**Action item:**
Search the records below for the word "stream". Copy each line where it occurs.

[Stored items]
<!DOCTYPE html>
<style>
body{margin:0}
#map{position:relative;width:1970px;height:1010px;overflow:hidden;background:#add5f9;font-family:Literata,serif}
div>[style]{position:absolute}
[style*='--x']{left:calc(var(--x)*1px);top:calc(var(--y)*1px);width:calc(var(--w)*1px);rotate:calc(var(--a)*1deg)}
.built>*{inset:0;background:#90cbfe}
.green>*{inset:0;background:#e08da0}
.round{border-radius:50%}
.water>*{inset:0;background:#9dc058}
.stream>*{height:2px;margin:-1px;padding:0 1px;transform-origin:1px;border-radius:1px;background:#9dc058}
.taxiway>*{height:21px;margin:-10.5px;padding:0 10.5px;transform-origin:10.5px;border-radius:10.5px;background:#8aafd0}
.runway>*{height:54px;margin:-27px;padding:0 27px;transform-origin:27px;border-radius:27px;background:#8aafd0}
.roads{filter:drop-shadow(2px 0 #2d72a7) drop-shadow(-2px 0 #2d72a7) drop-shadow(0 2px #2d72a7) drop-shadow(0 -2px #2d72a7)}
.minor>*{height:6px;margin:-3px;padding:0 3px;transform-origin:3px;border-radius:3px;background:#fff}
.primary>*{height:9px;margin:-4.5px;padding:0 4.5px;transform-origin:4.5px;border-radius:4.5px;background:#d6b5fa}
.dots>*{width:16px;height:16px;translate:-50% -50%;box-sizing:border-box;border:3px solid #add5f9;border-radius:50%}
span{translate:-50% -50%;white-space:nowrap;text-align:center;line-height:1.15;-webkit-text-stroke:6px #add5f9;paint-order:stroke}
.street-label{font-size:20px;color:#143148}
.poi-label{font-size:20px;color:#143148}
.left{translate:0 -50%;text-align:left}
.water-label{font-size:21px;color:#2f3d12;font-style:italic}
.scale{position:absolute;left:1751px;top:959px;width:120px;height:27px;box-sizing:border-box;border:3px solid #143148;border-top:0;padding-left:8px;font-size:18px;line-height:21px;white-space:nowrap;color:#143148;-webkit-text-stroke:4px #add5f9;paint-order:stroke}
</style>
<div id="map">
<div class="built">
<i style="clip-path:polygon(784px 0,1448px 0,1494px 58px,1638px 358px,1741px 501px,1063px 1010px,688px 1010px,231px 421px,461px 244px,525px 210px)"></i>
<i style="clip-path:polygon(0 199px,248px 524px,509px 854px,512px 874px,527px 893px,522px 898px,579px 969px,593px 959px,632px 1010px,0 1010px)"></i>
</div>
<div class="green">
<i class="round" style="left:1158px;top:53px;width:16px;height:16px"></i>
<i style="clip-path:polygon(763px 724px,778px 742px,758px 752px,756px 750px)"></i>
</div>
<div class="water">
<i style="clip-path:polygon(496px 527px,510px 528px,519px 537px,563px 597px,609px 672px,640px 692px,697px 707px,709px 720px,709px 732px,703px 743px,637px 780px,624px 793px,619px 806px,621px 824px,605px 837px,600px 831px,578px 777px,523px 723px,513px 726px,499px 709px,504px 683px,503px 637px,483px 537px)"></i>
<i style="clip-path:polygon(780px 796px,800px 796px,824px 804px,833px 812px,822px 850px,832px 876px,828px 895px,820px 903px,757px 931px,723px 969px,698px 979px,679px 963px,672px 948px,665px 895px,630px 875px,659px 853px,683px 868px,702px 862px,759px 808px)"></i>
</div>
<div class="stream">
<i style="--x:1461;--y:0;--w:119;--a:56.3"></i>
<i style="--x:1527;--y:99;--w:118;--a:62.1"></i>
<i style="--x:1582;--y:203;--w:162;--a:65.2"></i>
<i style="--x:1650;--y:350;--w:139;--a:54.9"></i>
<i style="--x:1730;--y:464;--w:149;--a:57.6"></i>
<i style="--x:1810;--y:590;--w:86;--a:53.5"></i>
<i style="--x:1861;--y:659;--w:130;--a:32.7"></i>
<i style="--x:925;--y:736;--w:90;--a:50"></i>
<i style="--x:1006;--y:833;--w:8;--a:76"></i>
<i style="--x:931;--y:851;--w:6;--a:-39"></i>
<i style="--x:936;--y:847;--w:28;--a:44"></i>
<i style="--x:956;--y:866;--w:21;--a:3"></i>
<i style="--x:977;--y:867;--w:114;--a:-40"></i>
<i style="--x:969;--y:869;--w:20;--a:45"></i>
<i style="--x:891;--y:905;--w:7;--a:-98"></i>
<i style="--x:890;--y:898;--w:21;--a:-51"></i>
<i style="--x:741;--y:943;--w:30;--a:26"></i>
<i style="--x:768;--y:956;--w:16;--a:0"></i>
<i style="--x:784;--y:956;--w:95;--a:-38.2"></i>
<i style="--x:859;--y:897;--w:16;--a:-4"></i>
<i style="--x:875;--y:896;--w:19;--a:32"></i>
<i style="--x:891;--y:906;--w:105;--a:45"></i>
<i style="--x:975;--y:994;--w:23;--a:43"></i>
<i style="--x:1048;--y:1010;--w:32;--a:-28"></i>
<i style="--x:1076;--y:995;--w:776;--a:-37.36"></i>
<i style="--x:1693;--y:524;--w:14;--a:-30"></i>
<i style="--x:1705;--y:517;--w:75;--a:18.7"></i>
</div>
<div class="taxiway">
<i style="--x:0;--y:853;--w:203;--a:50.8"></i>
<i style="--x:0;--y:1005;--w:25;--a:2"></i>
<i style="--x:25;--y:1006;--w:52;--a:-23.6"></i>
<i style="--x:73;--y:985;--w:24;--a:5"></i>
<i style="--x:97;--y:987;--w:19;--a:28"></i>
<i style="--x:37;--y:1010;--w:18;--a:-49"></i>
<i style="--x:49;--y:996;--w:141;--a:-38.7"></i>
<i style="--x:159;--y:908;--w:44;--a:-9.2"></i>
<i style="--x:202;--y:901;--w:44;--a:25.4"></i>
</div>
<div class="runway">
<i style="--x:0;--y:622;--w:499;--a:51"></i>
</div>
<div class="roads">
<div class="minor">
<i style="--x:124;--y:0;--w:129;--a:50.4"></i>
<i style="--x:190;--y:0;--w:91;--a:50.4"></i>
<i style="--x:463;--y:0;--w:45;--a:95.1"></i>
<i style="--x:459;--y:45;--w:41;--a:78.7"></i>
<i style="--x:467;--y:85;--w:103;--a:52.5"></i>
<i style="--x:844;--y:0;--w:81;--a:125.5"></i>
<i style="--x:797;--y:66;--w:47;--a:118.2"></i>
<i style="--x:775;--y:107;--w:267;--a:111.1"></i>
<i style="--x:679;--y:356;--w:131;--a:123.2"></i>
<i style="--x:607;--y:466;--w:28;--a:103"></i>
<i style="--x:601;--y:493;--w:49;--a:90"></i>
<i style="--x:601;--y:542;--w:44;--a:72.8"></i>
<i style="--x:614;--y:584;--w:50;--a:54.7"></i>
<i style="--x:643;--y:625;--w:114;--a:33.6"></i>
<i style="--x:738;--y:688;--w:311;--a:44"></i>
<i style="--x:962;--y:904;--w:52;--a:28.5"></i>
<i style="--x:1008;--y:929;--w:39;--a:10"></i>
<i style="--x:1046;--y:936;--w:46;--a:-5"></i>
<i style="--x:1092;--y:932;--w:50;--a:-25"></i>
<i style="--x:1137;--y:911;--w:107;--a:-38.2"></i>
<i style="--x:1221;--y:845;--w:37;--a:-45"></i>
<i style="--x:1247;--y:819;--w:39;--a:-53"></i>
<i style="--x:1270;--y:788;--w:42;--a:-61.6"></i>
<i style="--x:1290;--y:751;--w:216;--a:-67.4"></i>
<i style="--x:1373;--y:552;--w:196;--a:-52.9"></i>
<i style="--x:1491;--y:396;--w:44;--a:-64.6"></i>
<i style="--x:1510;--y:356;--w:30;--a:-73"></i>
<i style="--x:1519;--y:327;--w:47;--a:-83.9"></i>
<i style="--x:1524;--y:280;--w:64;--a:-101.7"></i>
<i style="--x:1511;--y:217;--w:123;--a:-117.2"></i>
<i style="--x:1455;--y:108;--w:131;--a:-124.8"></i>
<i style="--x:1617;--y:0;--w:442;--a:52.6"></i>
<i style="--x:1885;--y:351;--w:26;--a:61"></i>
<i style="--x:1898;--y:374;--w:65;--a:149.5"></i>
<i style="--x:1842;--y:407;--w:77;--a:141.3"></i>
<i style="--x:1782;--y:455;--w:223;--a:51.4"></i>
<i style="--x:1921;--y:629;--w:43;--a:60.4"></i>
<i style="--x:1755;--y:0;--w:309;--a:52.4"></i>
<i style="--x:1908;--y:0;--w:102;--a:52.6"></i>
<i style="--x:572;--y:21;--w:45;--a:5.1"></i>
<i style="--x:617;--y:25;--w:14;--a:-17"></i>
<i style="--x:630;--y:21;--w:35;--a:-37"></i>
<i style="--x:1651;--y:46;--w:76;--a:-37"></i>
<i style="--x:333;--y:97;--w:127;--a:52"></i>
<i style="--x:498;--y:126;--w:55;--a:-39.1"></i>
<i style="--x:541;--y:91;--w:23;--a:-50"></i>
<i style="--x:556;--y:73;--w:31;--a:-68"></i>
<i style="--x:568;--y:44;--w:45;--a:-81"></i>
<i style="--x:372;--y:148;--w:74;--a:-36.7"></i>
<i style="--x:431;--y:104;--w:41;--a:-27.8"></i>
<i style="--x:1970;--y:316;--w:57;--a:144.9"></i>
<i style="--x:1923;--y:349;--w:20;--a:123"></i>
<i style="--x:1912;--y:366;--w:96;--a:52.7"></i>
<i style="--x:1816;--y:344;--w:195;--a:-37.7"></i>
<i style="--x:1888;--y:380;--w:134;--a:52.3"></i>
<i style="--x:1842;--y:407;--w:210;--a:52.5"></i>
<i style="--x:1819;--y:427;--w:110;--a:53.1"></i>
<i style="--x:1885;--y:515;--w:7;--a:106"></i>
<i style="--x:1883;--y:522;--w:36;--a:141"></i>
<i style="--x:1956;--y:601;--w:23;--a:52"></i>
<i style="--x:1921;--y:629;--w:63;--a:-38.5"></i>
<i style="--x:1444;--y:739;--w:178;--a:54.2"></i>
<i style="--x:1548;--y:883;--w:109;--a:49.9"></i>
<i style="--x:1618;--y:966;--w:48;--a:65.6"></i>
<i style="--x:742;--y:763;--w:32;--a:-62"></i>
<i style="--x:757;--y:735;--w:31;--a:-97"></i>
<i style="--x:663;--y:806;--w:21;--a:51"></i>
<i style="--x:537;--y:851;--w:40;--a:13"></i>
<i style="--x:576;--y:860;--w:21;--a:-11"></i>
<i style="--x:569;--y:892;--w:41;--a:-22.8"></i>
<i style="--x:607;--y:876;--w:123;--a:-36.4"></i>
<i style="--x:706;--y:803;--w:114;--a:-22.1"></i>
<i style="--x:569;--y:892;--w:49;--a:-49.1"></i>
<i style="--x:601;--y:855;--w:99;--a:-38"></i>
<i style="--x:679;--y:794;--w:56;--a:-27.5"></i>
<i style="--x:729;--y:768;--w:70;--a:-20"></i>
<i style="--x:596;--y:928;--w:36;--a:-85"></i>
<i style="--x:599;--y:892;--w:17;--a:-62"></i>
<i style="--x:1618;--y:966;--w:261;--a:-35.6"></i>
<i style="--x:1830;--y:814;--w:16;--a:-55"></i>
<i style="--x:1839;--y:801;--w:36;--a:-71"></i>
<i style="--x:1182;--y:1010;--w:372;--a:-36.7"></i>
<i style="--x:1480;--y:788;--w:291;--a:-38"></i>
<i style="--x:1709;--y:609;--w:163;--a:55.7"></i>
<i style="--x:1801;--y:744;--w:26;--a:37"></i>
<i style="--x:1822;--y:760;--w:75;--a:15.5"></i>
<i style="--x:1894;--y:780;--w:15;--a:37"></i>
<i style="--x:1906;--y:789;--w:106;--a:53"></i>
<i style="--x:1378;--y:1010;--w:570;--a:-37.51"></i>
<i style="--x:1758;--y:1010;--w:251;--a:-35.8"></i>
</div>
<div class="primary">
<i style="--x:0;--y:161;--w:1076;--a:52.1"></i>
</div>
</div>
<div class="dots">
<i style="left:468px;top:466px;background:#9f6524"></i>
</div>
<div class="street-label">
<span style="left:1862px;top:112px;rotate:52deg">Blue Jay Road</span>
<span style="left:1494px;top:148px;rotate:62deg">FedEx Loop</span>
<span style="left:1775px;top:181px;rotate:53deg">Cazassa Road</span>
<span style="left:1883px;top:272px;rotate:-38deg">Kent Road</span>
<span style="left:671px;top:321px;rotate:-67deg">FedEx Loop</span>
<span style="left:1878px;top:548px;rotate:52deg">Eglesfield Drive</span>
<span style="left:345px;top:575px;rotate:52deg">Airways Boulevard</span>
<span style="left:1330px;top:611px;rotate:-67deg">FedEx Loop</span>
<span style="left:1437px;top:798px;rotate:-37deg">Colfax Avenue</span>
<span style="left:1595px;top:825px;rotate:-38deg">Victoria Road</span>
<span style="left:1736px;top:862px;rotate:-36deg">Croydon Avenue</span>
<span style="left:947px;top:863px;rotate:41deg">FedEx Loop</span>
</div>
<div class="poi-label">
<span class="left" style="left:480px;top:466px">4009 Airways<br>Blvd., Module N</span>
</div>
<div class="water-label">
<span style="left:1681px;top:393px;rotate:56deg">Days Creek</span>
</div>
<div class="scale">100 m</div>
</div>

**Answer section:**
.stream>*{height:2px;margin:-1px;padding:0 1px;transform-origin:1px;border-radius:1px;background:#9dc058}
<div class="stream">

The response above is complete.